- Opening Delimiter -
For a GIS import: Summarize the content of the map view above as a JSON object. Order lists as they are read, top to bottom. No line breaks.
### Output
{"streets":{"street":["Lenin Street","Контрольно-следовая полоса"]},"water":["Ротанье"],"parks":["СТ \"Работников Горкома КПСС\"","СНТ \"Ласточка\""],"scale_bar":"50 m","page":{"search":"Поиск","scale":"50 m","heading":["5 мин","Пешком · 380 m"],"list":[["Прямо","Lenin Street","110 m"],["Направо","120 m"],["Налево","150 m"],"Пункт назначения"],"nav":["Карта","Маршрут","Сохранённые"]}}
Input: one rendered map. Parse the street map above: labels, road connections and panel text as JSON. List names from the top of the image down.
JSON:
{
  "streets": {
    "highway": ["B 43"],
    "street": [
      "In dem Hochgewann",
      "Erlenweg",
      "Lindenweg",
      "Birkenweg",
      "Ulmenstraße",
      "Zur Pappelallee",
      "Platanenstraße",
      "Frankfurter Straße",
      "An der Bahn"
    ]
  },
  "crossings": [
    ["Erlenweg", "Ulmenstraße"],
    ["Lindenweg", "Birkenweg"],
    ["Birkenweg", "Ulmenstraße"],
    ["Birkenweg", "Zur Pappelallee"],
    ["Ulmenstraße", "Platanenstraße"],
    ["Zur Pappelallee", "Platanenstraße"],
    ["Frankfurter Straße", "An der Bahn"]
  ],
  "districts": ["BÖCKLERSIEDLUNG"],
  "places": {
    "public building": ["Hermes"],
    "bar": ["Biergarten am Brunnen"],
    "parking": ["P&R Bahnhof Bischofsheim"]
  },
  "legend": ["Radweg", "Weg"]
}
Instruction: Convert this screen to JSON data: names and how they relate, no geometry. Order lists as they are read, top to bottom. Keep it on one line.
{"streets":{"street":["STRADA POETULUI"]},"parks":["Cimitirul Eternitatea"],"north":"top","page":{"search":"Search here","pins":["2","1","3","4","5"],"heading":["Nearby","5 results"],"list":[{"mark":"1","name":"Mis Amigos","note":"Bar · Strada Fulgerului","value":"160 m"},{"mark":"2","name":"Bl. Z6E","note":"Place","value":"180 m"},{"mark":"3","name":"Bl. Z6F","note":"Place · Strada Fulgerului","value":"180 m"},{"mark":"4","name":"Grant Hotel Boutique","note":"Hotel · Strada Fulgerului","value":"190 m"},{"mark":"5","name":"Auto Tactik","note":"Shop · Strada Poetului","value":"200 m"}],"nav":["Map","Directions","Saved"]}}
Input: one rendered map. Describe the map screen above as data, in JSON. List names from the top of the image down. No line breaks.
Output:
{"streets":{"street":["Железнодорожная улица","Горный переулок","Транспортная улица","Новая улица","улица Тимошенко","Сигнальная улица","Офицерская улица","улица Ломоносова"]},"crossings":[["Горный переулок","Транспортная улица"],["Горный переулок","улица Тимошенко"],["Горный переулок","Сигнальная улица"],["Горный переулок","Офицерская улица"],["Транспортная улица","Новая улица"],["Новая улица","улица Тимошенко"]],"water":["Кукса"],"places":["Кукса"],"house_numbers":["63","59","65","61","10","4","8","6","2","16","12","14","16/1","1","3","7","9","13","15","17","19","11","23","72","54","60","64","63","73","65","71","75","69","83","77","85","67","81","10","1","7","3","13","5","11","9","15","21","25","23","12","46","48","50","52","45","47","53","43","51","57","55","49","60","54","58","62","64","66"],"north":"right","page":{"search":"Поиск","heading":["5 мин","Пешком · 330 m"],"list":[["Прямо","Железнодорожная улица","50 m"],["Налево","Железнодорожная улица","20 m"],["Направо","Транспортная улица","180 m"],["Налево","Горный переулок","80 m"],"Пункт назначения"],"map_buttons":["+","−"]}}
- Closing Delimiter -
Scanning the data above, copy out every line where "rendered" is found.

Input: one rendered map. Parse the street map above: labels, road connections and panel text as JSON. List names from the top of the image down.
Input: one rendered map. Describe the map screen above as data, in JSON. List names from the top of the image down. No line breaks.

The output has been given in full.